Tuomilehto Jaakko
Diabetes and Genetic Epidemiology Unit, National Public Health Institute, Mannerheimintie 166, 00300 Helsinki, Finland.
Diabetes Res Clin Pract. 2003 Jul;61 Suppl 1:S27-34. doi: 10.1016/s0168-8227(03)00125-6.
Efforts to reduce the burden of coronary heart disease (CHD) associated with type 2 diabetes should include increased emphasis on preventing progression to diabetes in individuals with impaired glucose tolerance. Recent large-scale studies have shown that lifestyle intervention can reduce progression to diabetes by nearly 60%. Dyslipidaemia is a risk factor for CHD in diabetic patients. Accumulation of evidence indicating significant reductions in CHD risk with statin treatment to lower low-density lipoprotein (LDL)-cholesterol has led to the recommendation that reduction of LDL-cholesterol be considered the highest priority in treating diabetic dyslipidaemia; additional aims of treatment include raising high-density lipoprotein (HDL)-cholesterol and reducing triglyceride levels. In a recent trial of rosuvastatin alone or combined with fenofibrate in diabetic patients with combined hyperlipidaemia, rosuvastatin 40 mg monotherapy produced marked beneficial changes in LDL-cholesterol (-47%), HDL-cholesterol (+6%) and triglycerides (-30%), with the combination of lower-dose rosuvastatin (10 mg) and fenofibrate producing a significantly greater triglyceride reduction (-47%) and comparable changes in other lipid measures. Combination therapies for dyslipidaemia may be the key to optimizing CHD risk reduction in type 2 diabetes.

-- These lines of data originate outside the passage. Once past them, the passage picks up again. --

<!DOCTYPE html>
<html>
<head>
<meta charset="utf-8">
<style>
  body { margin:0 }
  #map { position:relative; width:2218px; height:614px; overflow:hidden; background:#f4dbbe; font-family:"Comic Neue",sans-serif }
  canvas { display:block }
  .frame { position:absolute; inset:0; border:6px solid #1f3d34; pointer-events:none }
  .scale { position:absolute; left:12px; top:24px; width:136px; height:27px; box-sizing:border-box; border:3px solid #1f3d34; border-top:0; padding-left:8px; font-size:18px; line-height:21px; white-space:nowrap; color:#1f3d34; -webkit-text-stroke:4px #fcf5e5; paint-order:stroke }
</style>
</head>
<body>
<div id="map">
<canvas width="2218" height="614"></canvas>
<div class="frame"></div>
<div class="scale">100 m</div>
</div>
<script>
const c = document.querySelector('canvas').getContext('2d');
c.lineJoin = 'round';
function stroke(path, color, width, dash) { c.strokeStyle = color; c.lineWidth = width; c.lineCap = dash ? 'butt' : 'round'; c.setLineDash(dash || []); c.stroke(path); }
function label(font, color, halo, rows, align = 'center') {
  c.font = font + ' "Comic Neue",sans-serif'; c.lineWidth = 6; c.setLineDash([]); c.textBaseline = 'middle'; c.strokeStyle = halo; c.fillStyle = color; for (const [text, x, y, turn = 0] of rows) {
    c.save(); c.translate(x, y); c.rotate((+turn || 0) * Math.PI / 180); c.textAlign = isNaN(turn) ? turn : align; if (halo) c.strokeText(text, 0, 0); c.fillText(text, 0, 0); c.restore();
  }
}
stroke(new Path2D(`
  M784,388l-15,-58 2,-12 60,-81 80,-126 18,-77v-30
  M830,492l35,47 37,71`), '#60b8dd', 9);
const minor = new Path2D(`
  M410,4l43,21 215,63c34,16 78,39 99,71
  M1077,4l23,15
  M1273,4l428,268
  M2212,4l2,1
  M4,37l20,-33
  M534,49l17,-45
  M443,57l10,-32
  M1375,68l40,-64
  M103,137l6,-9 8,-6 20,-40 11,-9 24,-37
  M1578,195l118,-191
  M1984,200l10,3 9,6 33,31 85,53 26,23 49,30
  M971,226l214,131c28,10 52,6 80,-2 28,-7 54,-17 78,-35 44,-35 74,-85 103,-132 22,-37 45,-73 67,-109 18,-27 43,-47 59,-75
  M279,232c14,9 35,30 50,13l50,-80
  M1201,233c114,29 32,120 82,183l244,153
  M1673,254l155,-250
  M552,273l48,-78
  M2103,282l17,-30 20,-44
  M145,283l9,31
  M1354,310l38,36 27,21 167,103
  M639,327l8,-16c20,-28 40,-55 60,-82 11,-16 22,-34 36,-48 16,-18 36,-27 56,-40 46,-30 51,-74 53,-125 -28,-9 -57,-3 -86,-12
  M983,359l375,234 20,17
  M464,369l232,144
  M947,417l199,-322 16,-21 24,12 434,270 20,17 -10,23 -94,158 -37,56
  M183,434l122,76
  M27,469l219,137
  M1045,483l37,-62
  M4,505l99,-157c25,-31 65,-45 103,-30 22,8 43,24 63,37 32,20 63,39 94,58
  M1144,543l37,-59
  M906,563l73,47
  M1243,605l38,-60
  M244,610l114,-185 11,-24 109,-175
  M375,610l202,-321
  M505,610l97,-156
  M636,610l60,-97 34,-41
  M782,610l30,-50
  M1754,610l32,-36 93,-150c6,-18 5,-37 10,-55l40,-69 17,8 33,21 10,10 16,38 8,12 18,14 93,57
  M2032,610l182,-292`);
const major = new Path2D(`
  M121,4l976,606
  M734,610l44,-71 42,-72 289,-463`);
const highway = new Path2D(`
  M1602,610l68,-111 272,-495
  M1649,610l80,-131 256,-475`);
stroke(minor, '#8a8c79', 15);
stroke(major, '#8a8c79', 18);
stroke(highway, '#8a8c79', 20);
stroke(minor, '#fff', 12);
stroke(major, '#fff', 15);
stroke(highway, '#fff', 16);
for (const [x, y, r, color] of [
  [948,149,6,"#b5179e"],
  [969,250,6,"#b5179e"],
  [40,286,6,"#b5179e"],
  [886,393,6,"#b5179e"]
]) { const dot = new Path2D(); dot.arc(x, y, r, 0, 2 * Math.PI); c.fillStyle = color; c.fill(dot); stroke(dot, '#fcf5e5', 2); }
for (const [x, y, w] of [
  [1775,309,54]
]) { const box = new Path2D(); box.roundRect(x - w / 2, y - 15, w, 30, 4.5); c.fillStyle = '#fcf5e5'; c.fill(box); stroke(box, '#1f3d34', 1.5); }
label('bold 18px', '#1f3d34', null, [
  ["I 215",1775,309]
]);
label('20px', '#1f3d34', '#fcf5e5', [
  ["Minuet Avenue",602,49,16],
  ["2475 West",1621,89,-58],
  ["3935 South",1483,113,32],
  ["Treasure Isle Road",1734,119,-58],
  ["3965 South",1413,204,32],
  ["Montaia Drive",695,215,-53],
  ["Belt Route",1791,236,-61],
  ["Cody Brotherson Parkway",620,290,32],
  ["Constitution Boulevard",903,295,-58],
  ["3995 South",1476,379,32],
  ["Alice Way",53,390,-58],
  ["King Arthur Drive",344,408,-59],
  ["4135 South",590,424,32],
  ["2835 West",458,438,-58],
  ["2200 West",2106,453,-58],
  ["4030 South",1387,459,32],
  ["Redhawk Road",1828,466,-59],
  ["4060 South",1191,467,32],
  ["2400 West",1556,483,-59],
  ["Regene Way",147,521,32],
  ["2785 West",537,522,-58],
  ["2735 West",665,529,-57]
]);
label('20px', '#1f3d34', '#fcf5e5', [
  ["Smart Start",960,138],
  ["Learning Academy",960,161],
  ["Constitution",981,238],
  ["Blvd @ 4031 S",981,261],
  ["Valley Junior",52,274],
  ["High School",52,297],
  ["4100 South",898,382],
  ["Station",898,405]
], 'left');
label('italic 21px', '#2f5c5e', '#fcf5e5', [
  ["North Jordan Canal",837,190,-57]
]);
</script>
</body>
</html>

减轻与2型糖尿病相关的冠心病负担的努力应包括更加重视预防糖耐量受损个体发展为糖尿病。近期的大规模研究表明,生活方式干预可使糖尿病进展风险降低近60%。血脂异常是糖尿病患者冠心病的一个危险因素。越来越多的证据表明,使用他汀类药物治疗以降低低密度脂蛋白(LDL)胆固醇可显著降低冠心病风险,这使得人们建议将降低LDL胆固醇视为治疗糖尿病血脂异常的首要任务;治疗的其他目标包括提高高密度脂蛋白(HDL)胆固醇水平和降低甘油三酯水平。在最近一项针对合并高脂血症的糖尿病患者单独使用瑞舒伐他汀或联合非诺贝特的试验中,40mg瑞舒伐他汀单药治疗使LDL胆固醇(降低47%)、HDL胆固醇(升高6%)和甘油三酯(降低30%)产生了显著的有益变化,低剂量瑞舒伐他汀(10mg)与非诺贝特联合使用使甘油三酯降低幅度更大(降低47%),其他血脂指标变化相当。血脂异常的联合治疗可能是优化2型糖尿病患者冠心病风险降低的关键。